**EXERCISE**
The lines to transcribe run from the top of the material below to the line with "padding:0 28px; font-size:32px;", inclusive. Leave the pictures behind.

─── MATERIAL FOR THIS TASK ───

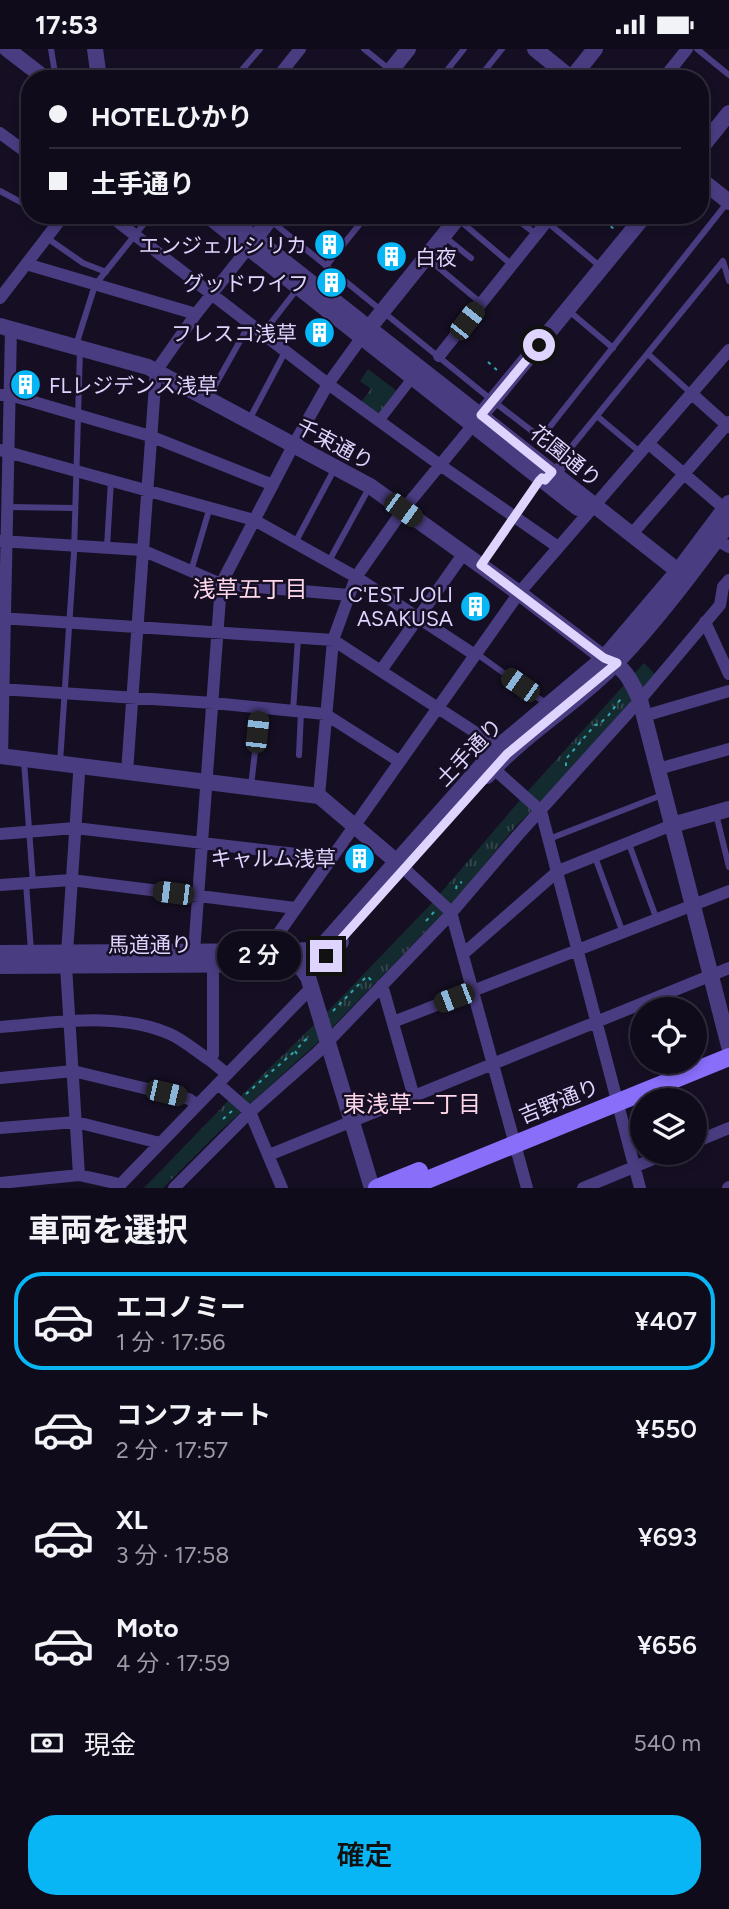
<!DOCTYPE html>
<html lang="ja">
<head>
<meta charset="utf-8">
<style>
  body { margin:0; font-family:Figtree,"Noto Sans JP",sans-serif; background:#191424; color:#f1f3f6; height:100vh; display:flex; flex-direction:column; font-size:26px; white-space:nowrap }
  * { box-sizing:border-box; margin:0 }
  p { font-size:23px; color:#9c9ba3 }
  .icon { flex:none; width:38px; height:38px; fill:none; stroke:currentColor; stroke-width:2; stroke-linecap:round; stroke-linejoin:round }
  .map { position:relative; height:1139px; overflow:hidden }
  .side { display:flex; flex-direction:column; background:#100b1b; flex:1 }
  .side>* { flex:none }
  .top-card { position:absolute; left:21px; top:21px; width:688px; height:154px; border-radius:28px; box-shadow:0 4px 10px #0003,0 0 0 2px #302b3a; display:grid; align-content:center; height:154px; padding:0 28px; background:#100b1b }
  .fabs { position:absolute; left:630px; top:948px; display:grid; gap:14px }
  .fabs a { display:grid; place-items:center; width:77px; height:77px; border-radius:50%; background:#100b1b; box-shadow:0 4px 10px #0003,0 0 0 2px #302b3a; font-size:35px }
  .end { position:absolute; width:32px; height:32px; margin:-16px; border:9px solid #dfd4fe; background:#111; box-shadow:0 0 0 4px #111 }
  .from { border-radius:50% }
  .bubble { position:absolute; height:49px; border-radius:24px; background:#100b1b; box-shadow:0 4px 10px #0003,0 0 0 2px #302b3a; font-size:23px; font-weight:600; line-height:49px; text-align:center }
  .car { position:absolute; width:21px; height:42px; margin:-21px -10px; border-radius:9px; box-shadow:0 0 5px 2px #0007; background:linear-gradient(#222 24%,#8ab4d8 0 40%,#222 0 76%,#8ab4d8 0 86%,#222 0) }
  .top-card b { display:flex; align-items:center; gap:24px; height:66px; font-size:26px }
  .top-card b+b { border-top:2px solid #302b3a }
  .top-card i { width:18px; height:18px; background:#f1f3f6 }
  ul { padding:0; list-style:none }
  li { display:flex; align-items:center; gap:21px; height:98px; margin:0 14px 10px; padding:0 14px; border:4px solid transparent; border-radius:28px }
  li div { flex:1 }
  li b { display:block; font-size:26px }
  li em { font-style:normal; font-weight:600 }
  li.active { border-color:#08b6f5 }
  li>.icon { width:63px; height:63px; stroke-width:1.5 }
  h2 { padding:0 28px; font-size:32px; line-height:84px }
  .pay { display:flex; align-items:center; gap:18px; height:77px; padding:0 28px; font-size:26px }
  .pay p { margin-inline-start:auto }
  .action { display:flex; gap:14px; margin-top:auto; padding:14px 28px }
  .action a { flex:1; height:80px; border-radius:28px; background:#08b6f5; color:#111; font-size:28px; font-weight:600; line-height:80px; text-align:center }
  .status { display:flex; justify-content:space-between; align-items:center; height:49px; padding:0 35px; background:#100b1b; direction:ltr }
  .status svg { height:19px; fill:currentColor }
  .map>svg:first-child { display:block }
  .park { fill:url(#park-tufts) }
  .lines { fill:none; stroke-linecap:round; stroke-linejoin:round }
  .path { stroke:#33a5b2; stroke-width:2; stroke-dasharray:3.5 5; stroke-linecap:butt }
  .service { stroke:#4a3c81; stroke-width:6 }
  .pedestrian { stroke:#4a3c81; stroke-width:10 }
  .minor { stroke:#4a3c81; stroke-width:12 }
  .tertiary { stroke:#4a3c81; stroke-width:16 }
  .secondary { stroke:#896efa; stroke-width:18 }
  .route { stroke:#dfd4fe; stroke-width:9 }
  .labels { text-anchor:middle; dominant-baseline:central; stroke-width:5; stroke-linejoin:round; paint-order:stroke }
  .poi-label { font-size:21px; fill:#dfd4fe; stroke:#160f24; text-anchor:end }
  .street-label { font-size:21px; fill:#dfd4fe; stroke:#160f24 }
  .neighbourhood-label { font-size:23px; fill:#fed6e9; stroke:#160f24 }
</style>
</head>
<body>
<div class="status"><b>17:53</b><svg viewBox="0 0 49 12"><path d="M0 12V9h3v3zM5 12V6h3v6zM10 12V3h3v9zM15 12V0h3v12zM26 1h20v11H26zM47 4h2v5h-2z"/></svg></div>
<div class="map">
<svg width="729" height="1139" viewBox="0 0 729 1139">
  <defs>
    <pattern id="park-tufts" width="24" height="20" patternUnits="userSpaceOnUse" patternTransform="scale(1.75)"><rect width="24" height="20" fill="#132a2e"/><path d="M3 7l-1-3M5 7V3M7 7l1-3M15 17l-1-3M17 17v-4M19 17l1-3" fill="none" stroke="#35484d"/></pattern>
  </defs>
  <rect width="100%" height="100%" fill="#160f24"/>
  <path class="park" d="M 368,320 L 397,342 L 380,367 L 361,353 L 371,340 L 360,332 Z
    M 644,614 L 655,625 L 540,754 L 515,778 L 453,854 L 316,995 L 219,1083 L 163,1139 L 144,1139 L 230,1050 L 241,1047 L 331,959 L 433,853 L 527,743 Z"/>
  <g class="lines">
    <path class="path" d="M 598,166 L 616,182
      M 488,313 L 498,322
      M 608,667 L 623,647
      M 566,717 L 566,710 L 595,676 L 600,675 L 607,667
      M 456,840 L 457,835 L 462,833
      M 426,872 L 434,863
      M 333,962 L 367,927 L 371,931
      M 297,1005 L 295,1002 L 310,986
      M 246,1045 L 294,1003
      M 223,1070 L 232,1062"/>
    <path class="service" d="M 51,0 L 56,30
      M 364,0 L 389,20
      M 697,0 L 729,26
      M 234,30 L 260,0
      M 440,30 L 464,0
      M 478,30 L 502,0
      M 21,99 L 30,87
      M 0,142 L 30,158
      M 42,166 L 57,176
      M 511,166 L 536,185
      M 459,171 L 512,216
      M 271,172 L 493,352 L 567,409
      M 547,173 L 602,219
      M 445,188 L 471,209
      M 47,189 L 83,214 L 106,223
      M 427,209 L 481,254
      M 326,217 L 367,166
      M 569,262 L 613,299
      M 263,284 L 298,239
      M 76,296 L 95,236 L 151,166
      M 648,305 L 692,345
      M 208,349 L 249,276
      M 597,367 L 641,404
      M 249,371 L 285,303
      M 541,389 L 727,154
      M 564,407 L 723,212 L 729,232
      M 8,458 L 75,459
      M 295,494 L 335,419
      M 107,498 L 111,431
      M 329,512 L 369,439
      M 482,515 L 540,432
      M 191,522 L 210,458
      M 475,606 L 480,607 L 548,656
      M 293,662 L 298,589
      M 299,706 L 301,663
      M 24,712 L 33,834
      M 60,713 L 74,504 L 80,301
      M 251,737 L 260,659
      M 716,765 L 729,818
      M 549,790 L 662,746
      M 629,795 L 657,871
      M 595,808 L 623,884
      M 26,834 L 31,902"/>
    <path class="pedestrian" d="M 379,372 L 413,328"/>
    <path class="minor" d="M 276,30 L 300,0
      M 663,30 L 687,0
      M 0,84 L 30,106
      M 109,166 L 328,335 L 440,416 L 558,498
      M 26,215 L 196,265
      M 0,249 L 64,166
      M 439,307 L 552,166
      M 692,345 L 729,378
      M 0,346 L 10,346 L 150,387 L 273,436
      M 649,395 L 725,460
      M 0,401 L 254,471 L 356,528 L 475,606
      M 555,425 L 567,409
      M 631,486 L 729,373
      M 717,491 L 729,498
      M 0,492 L 142,501 L 221,535 L 349,546
      M 0,569 L 333,591 L 498,698
      M 705,573 L 729,625
      M 382,620 L 464,504
      M 0,640 L 213,654 L 325,665 L 399,712
      M 644,667 L 729,642
      M 2,708 L 11,280
      M 494,720 L 541,762 L 640,1139
      M 658,720 L 729,700
      M 127,723 L 156,322 L 196,265 L 249,198
      M 319,747 L 333,591 L 356,528 L 403,461 L 473,376
      M 0,785 L 75,779 L 330,809
      M 397,813 L 451,863 L 527,1139
      M 0,836 L 71,831 L 295,859
      M 266,902 L 519,544 L 729,301
      M 194,903 L 221,535 L 293,397 L 328,335 L 362,288
      M 67,904 L 79,725 L 81,717
      M 463,905 L 558,822 L 672,776
      M 213,916 L 213,1005 L 211,1012 L 227,1025
      M 66,917 L 79,1126
      M 382,936 L 414,1048
      M 393,973 L 729,842
      M 0,978 C 56,974 118,962 170,985 C 184,991 198,1004 211,1012
      M 0,1029 L 73,1022 L 189,1050 L 197,1056
      M 218,1035 L 250,1063 L 282,1139
      M 0,1079 L 76,1073 L 160,1094
      M 695,1093 L 729,1079
      M 269,1106 L 729,919
      M 0,1134 L 79,1126 L 115,1134 L 119,1137
      M 117,1139 L 311,939
      M 174,1139 L 250,1063 L 318,1003 L 446,870 L 518,786 L 640,651 L 720,556 L 723,538 L 729,531
      M 583,1139 L 668,1104
      M 728,1139 L 729,1138"/>
    <path class="tertiary" d="M 7,0 L 46,30
      M 95,0 L 99,30
      M 535,0 L 572,30
      M 384,30 L 408,0
      M 571,30 L 595,0
      M 700,100 L 729,64
      M 700,130 L 729,153
      M 207,166 L 578,459
      M 225,166 L 678,522
      M 249,198 L 273,166
      M 0,277 L 148,318 L 370,437 L 519,544 L 604,609 C 625,617 631,632 640,651 L 729,997
      M 365,284 L 460,166
      M 476,372 L 645,166
      M 0,707 L 319,747 L 397,813
      M 487,727 C 526,683 578,654 617,613 C 658,570 694,521 729,474
      M 672,776 L 729,760
      M 0,904 L 288,902 L 310,901 L 322,897 L 498,698 L 604,609 L 678,522 L 729,454
      M 295,910 L 308,928 L 372,1139
      M 0,917 L 300,915 L 320,911 L 341,893"/>
    <path class="secondary" d="M 377,1139 L 419,1122
      M 407,1139 L 729,1008"/>
  </g>
  <g class="lines">
    <path class="route" d="M 326,907 L 507,705 L 617,614 L 604,609 L 481,516 L 539,432 L 542,429 L 545,431 L 552,423 L 481,366 L 539,296"/>
  </g>
  <defs>
    <symbol id="building-disc" viewBox="-11 -11 22 22"><circle r="9.5" fill="#08b6f5" stroke="#160f24"/><path d="M-4-6H4V6H1V3H-1V6H-4ZM-2.5-4.3h1.7v1.8h-1.7ZM.8-4.3h1.7v1.8H.8ZM-2.5-1h1.7V.8h-1.7ZM.8-1h1.7V.8H.8Z" fill="#fff"/></symbol>
  </defs>
  <g fill-rule="evenodd">
    <use href="#building-disc" x="312" y="178" width="35" height="35"/>
    <use href="#building-disc" x="374" y="190" width="35" height="35"/>
    <use href="#building-disc" x="314" y="216" width="35" height="35"/>
    <use href="#building-disc" x="302" y="266" width="35" height="35"/>
    <use href="#building-disc" x="8" y="318" width="35" height="35"/>
    <use href="#building-disc" x="458" y="540" width="35" height="35"/>
    <use href="#building-disc" x="342" y="792" width="35" height="35"/>
  </g>
  <g class="labels">
    <g class="poi-label">
      <text x="307" y="196">エンジェルシリカ</text>
      <text x="415" y="208" text-anchor="start">白夜</text>
      <text x="309" y="234">グッドワイフ</text>
      <text x="297" y="284">フレスコ浅草</text>
      <text x="49" y="336" text-anchor="start">FLレジデンス浅草</text>
      <text x="453" y="545">C'EST JOLI<tspan x="453" dy="24">ASAKUSA</tspan></text>
      <text x="336" y="809">キャルム浅草</text>
    </g>
    <g class="street-label">
      <text transform="translate(335 395) rotate(28)">千束通り</text>
      <text transform="translate(566 407) rotate(39)">花園通り</text>
      <text transform="translate(469 703) rotate(-46)">土手通り</text>
      <text x="150" y="895">馬道通り</text>
      <text transform="translate(559 1052) rotate(-22)">吉野通り</text>
    </g>
    <g class="neighbourhood-label">
      <text x="250" y="540">浅草五丁目</text>
      <text x="412" y="1055">東浅草一丁目</text>
    </g>
  </g>
</svg>
<div class="fabs">
<a><svg class="icon" aria-label="locate" viewBox="0 0 24 24"><circle cx="12" cy="12" r="6"/><path d="M12 2v4M12 18v4M2 12h4M18 12h4"/></svg></a>
<a><svg class="icon" aria-label="layers" viewBox="0 0 24 24"><path d="M12 4l9 5-9 5-9-5zM3 14l9 5 9-5"/></svg></a>
</div>
<i class="end from" style="left:539px;top:296px"></i>
<i class="end" style="left:326px;top:907px"></i>
<div class="bubble" style="left:217px;top:882px;width:84px">2 分</div>
<i class="car" style="left:467px;top:272px;rotate:38deg"></i>
<i class="car" style="left:403px;top:461px;rotate:126deg"></i>
<i class="car" style="left:520px;top:636px;rotate:305deg"></i>
<i class="car" style="left:257px;top:683px;rotate:6deg"></i>
<i class="car" style="left:173px;top:844px;rotate:277deg"></i>
<i class="car" style="left:454px;top:949px;rotate:249deg"></i>
<i class="car" style="left:166px;top:1044px;rotate:103deg"></i>
<div class="top-card">
<b><i class="from"></i>HOTELひかり</b>
<b><i></i>土手通り</b>
</div>
</div>
<section class="side">
<h2>車両を選択</h2>
<ul>
<li class="active"><svg class="icon" aria-label="car" viewBox="0 0 24 24"><path d="M5 17H2v-5l4-1 3-4h7l3 4 3 1v5h-3M9 17h6M6 11h13"/><circle cx="7" cy="17" r="2"/><circle cx="17" cy="17" r="2"/></svg><div><b>エコノミー</b><p>1 分 · 17:56</p></div><em>¥407</em></li>
<li><svg class="icon" aria-label="car" viewBox="0 0 24 24"><path d="M5 17H2v-5l4-1 3-4h7l3 4 3 1v5h-3M9 17h6M6 11h13"/><circle cx="7" cy="17" r="2"/><circle cx="17" cy="17" r="2"/></svg><div><b>コンフォート</b><p>2 分 · 17:57</p></div><em>¥550</em></li>
<li><svg class="icon" aria-label="car" viewBox="0 0 24 24"><path d="M5 17H2v-5l4-1 3-4h7l3 4 3 1v5h-3M9 17h6M6 11h13"/><circle cx="7" cy="17" r="2"/><circle cx="17" cy="17" r="2"/></svg><div><b>XL</b><p>3 分 · 17:58</p></div><em>¥693</em></li>
<li><svg class="icon" aria-label="car" viewBox="0 0 24 24"><path d="M5 17H2v-5l4-1 3-4h7l3 4 3 1v5h-3M9 17h6M6 11h13"/><circle cx="7" cy="17" r="2"/><circle cx="17" cy="17" r="2"/></svg><div><b>Moto</b><p>4 分 · 17:59</p></div><em>¥656</em></li>
</ul>
<div class="pay"><svg class="icon" aria-label="cash" viewBox="0 0 24 24"><path d="M3 7h18v10H3z"/><circle cx="12" cy="12" r="2"/></svg>現金<p>540 m</p></div>
<div class="action"><a>確定</a></div>
</section>
</body>
</html>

───

**WRITTEN SOLUTION**
<!DOCTYPE html>
<html lang="ja">
<head>
<meta charset="utf-8">
<style>
  body { margin:0; font-family:Figtree,"Noto Sans JP",sans-serif; background:#191424; color:#f1f3f6; height:100vh; display:flex; flex-direction:column; font-size:26px; white-space:nowrap }
  * { box-sizing:border-box; margin:0 }
  p { font-size:23px; color:#9c9ba3 }
  .icon { flex:none; width:38px; height:38px; fill:none; stroke:currentColor; stroke-width:2; stroke-linecap:round; stroke-linejoin:round }
  .map { position:relative; height:1139px; overflow:hidden }
  .side { display:flex; flex-direction:column; background:#100b1b; flex:1 }
  .side>* { flex:none }
  .top-card { position:absolute; left:21px; top:21px; width:688px; height:154px; border-radius:28px; box-shadow:0 4px 10px #0003,0 0 0 2px #302b3a; display:grid; align-content:center; height:154px; padding:0 28px; background:#100b1b }
  .fabs { position:absolute; left:630px; top:948px; display:grid; gap:14px }
  .fabs a { display:grid; place-items:center; width:77px; height:77px; border-radius:50%; background:#100b1b; box-shadow:0 4px 10px #0003,0 0 0 2px #302b3a; font-size:35px }
  .end { position:absolute; width:32px; height:32px; margin:-16px; border:9px solid #dfd4fe; background:#111; box-shadow:0 0 0 4px #111 }
  .from { border-radius:50% }
  .bubble { position:absolute; height:49px; border-radius:24px; background:#100b1b; box-shadow:0 4px 10px #0003,0 0 0 2px #302b3a; font-size:23px; font-weight:600; line-height:49px; text-align:center }
  .car { position:absolute; width:21px; height:42px; margin:-21px -10px; border-radius:9px; box-shadow:0 0 5px 2px #0007; background:linear-gradient(#222 24%,#8ab4d8 0 40%,#222 0 76%,#8ab4d8 0 86%,#222 0) }
  .top-card b { display:flex; align-items:center; gap:24px; height:66px; font-size:26px }
  .top-card b+b { border-top:2px solid #302b3a }
  .top-card i { width:18px; height:18px; background:#f1f3f6 }
  ul { padding:0; list-style:none }
  li { display:flex; align-items:center; gap:21px; height:98px; margin:0 14px 10px; padding:0 14px; border:4px solid transparent; border-radius:28px }
  li div { flex:1 }
  li b { display:block; font-size:26px }
  li em { font-style:normal; font-weight:600 }
  li.active { border-color:#08b6f5 }
  li>.icon { width:63px; height:63px; stroke-width:1.5 }
  h2 { padding:0 28px; font-size:32px; line-height:84px }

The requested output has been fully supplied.